**How to complete this task**
Within the records below, find the line containing "Map reading. Transcribe". Reproduce it and each line after it exactly, and nothing else.

(Data entries)

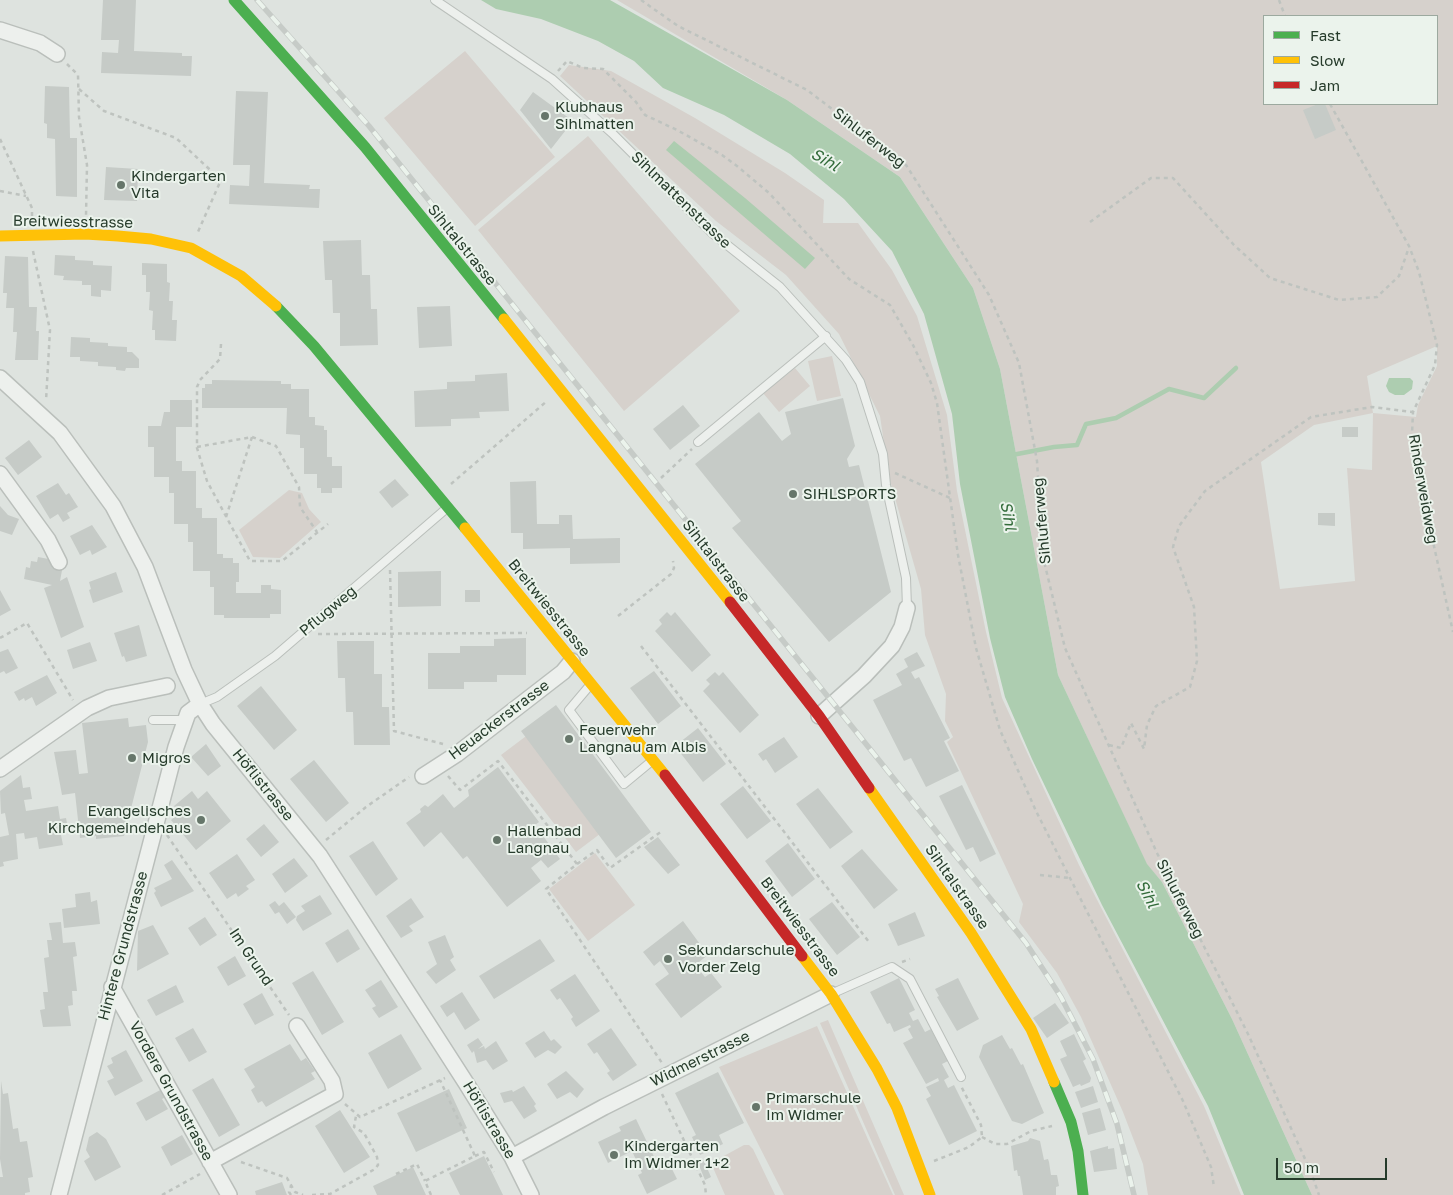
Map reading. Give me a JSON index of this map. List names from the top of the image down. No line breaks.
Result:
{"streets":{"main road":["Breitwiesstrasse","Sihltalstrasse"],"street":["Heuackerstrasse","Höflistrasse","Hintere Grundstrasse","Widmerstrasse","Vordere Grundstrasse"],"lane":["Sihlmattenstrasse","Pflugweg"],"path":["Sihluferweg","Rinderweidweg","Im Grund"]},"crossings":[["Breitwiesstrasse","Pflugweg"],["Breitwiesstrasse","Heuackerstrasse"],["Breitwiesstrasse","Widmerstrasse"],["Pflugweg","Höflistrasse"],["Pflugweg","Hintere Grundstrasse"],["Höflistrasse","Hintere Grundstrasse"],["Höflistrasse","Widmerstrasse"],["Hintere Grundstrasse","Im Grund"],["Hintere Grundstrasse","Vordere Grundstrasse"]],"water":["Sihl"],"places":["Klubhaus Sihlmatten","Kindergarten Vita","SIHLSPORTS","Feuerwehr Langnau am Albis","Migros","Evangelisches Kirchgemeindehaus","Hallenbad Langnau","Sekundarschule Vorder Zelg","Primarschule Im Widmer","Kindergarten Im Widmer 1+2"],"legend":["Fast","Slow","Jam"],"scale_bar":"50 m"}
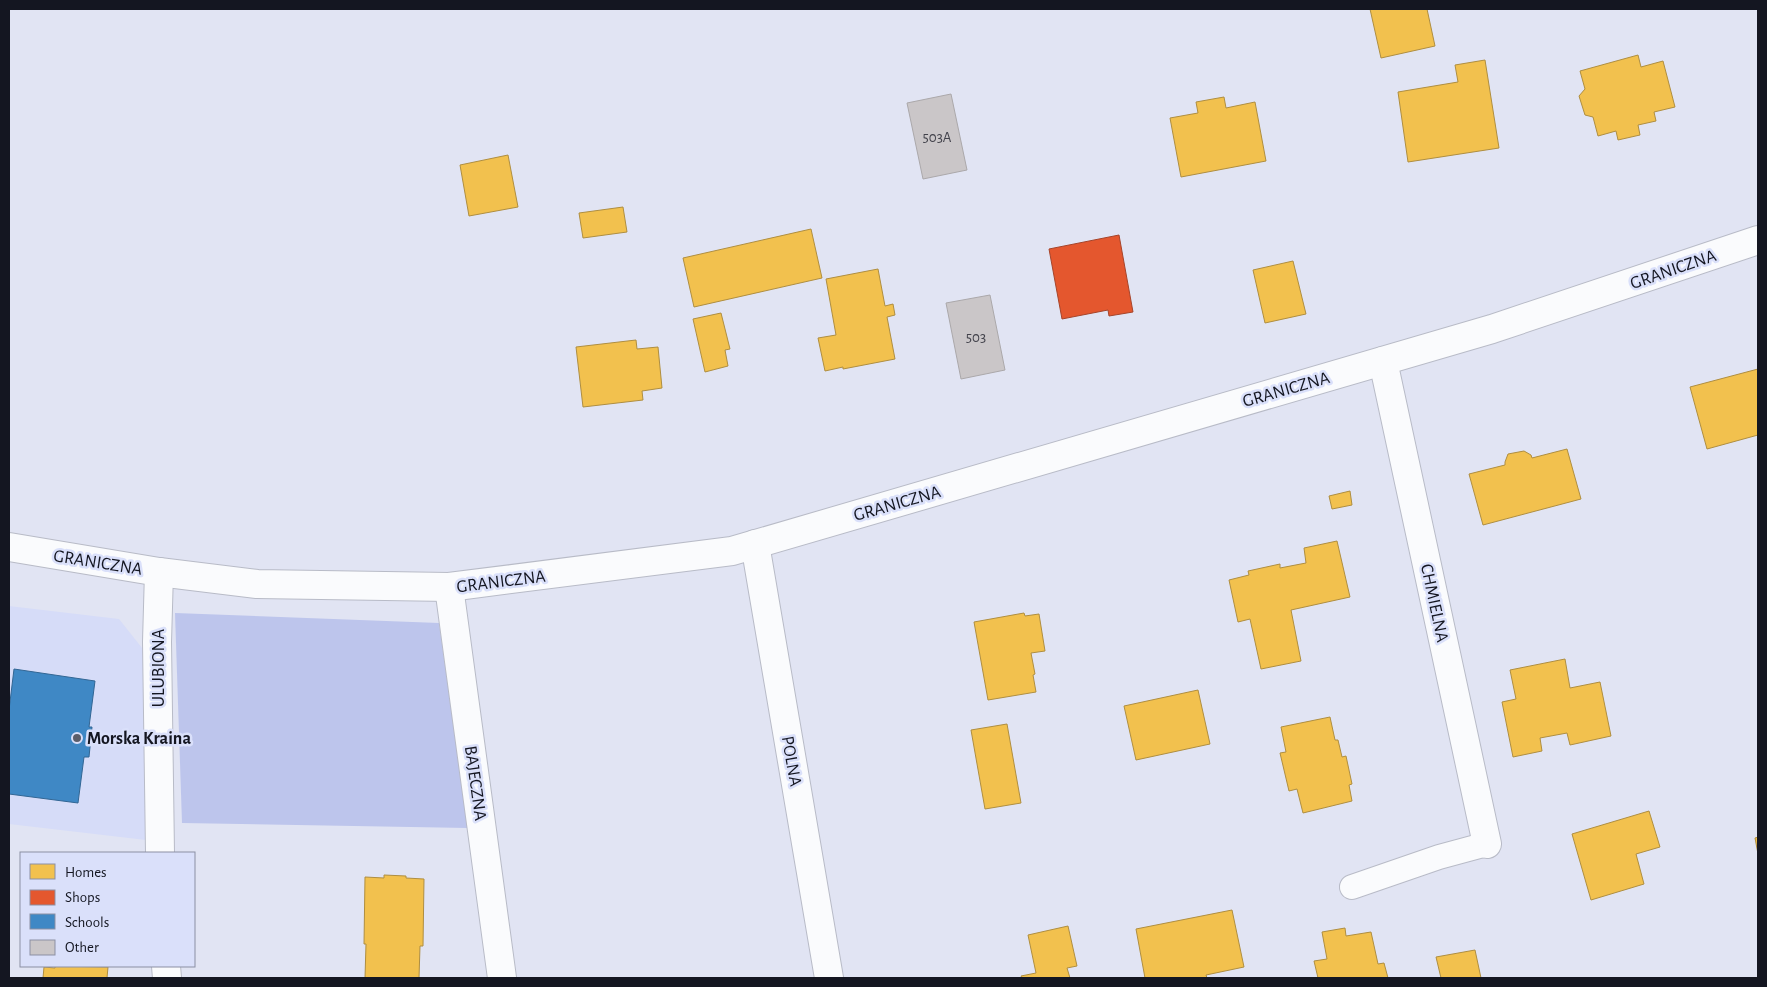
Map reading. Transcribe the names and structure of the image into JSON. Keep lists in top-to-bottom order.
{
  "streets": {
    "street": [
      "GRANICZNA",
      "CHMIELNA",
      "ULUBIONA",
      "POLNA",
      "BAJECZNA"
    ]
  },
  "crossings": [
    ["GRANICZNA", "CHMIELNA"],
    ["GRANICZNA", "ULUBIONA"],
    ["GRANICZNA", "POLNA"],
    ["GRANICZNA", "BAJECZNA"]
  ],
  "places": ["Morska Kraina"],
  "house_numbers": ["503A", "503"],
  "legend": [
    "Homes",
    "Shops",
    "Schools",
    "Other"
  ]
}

**Result**
Map reading. Transcribe the names and structure of the image into JSON. Keep lists in top-to-bottom order.
{
  "streets": {
    "street": [
      "GRANICZNA",
      "CHMIELNA",
      "ULUBIONA",
      "POLNA",
      "BAJECZNA"
    ]
  },
  "crossings": [
    ["GRANICZNA", "CHMIELNA"],
    ["GRANICZNA", "ULUBIONA"],
    ["GRANICZNA", "POLNA"],
    ["GRANICZNA", "BAJECZNA"]
  ],
  "places": ["Morska Kraina"],
  "house_numbers": ["503A", "503"],
  "legend": [
    "Homes",
    "Shops",
    "Schools",
    "Other"
  ]
}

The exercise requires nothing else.